Myanmar President Thein Sein, pictured in 2010. Myanmar's new military-backed government is preparing to grant an amnesty to some prisoners, an official said Monday, but it was unclear whether they would include political dissidents.
The move is expected to coincide with President Thein Sein's visit to Indonesia from Thursday to attend a summit of Southeast Asian leaders, his first overseas trip since he was sworn in as head of state on March 30.
"Some prisoners will be released around the time of the president's first state visit," said the official, who spoke on condition of anonymity and did not provide further details.
According to the London-based human rights group Amnesty International there are more than 2,200 political prisoners in Burma being held under vague laws frequently used to criminalise peaceful political activists.
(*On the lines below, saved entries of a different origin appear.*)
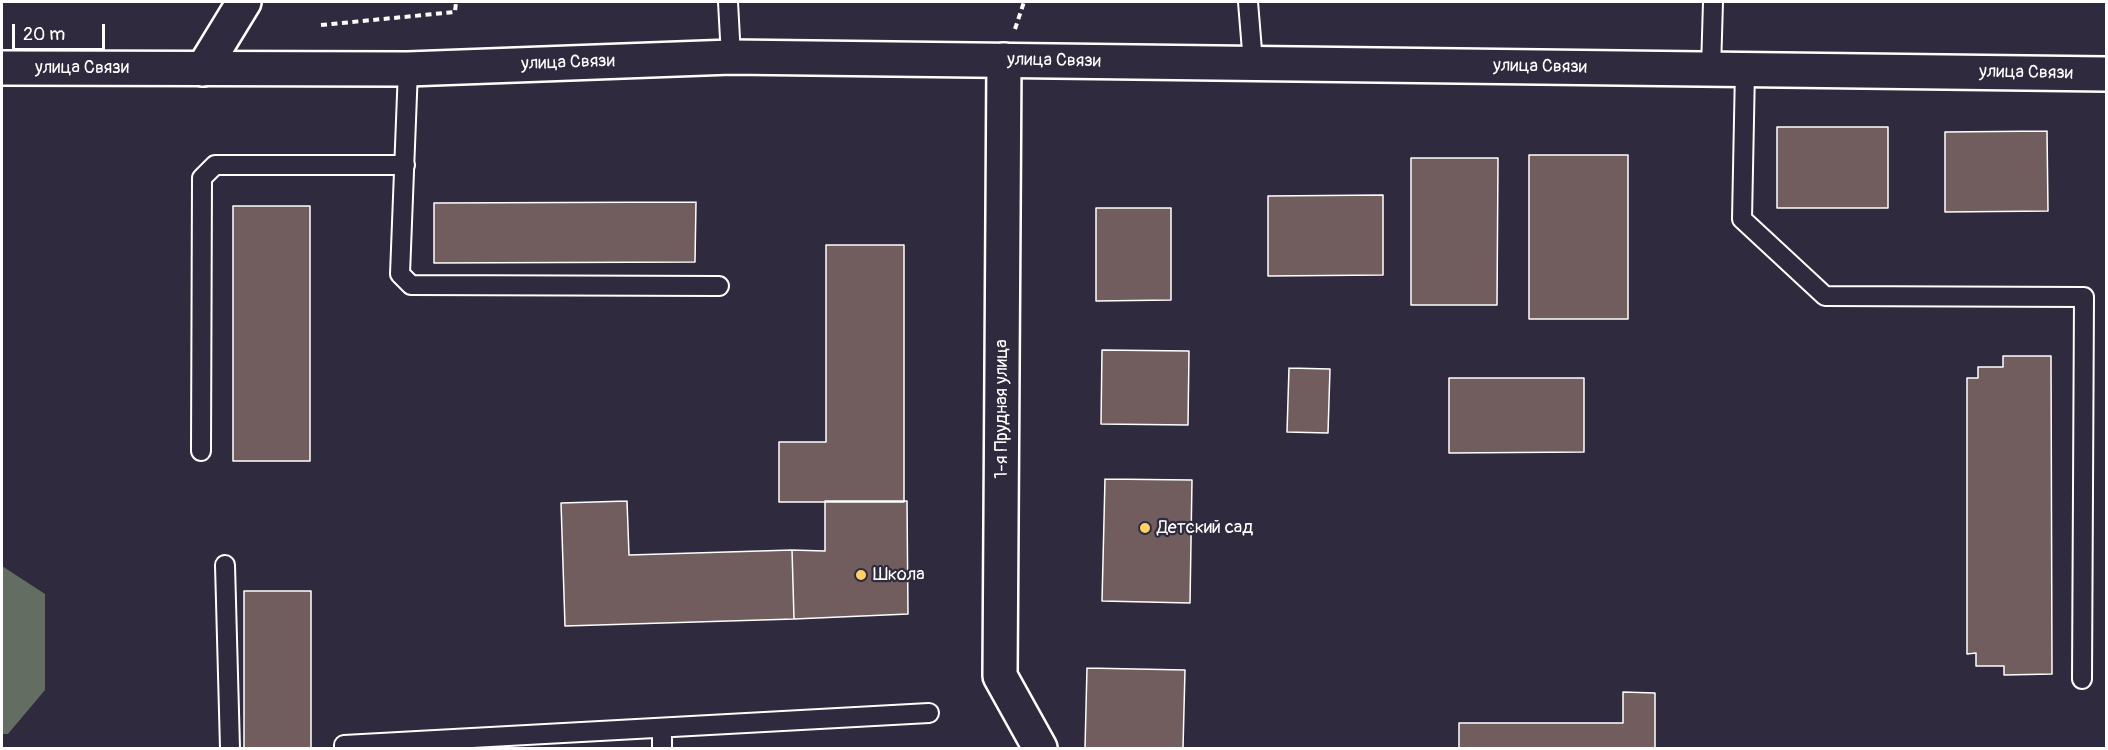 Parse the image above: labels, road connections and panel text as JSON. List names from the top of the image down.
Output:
{
  "streets": {
    "street": ["улица Связи", "1-я Прудная улица"]
  },
  "crossings": [
    ["улица Связи", "1-я Прудная улица"]
  ],
  "places": ["Детский сад", "Школа"],
  "scale_bar": "20 m"
}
Opposition leader Aung San Suu Kyi was released from house arrest in November shortly after an election that led to the handover of power from the military to a nominally civilian government.
Her release was welcomed worldwide, but Western governments who impose sanctions on Burma have urged the new government to do more to demonstrate its commitment to improving its much criticised human rights record.
Thein Sein, who was prime minister under the now-disbanded junta headed by former leader General Than Shwe, is one of a group of generals who shed their army uniforms to successfully stand in the November poll.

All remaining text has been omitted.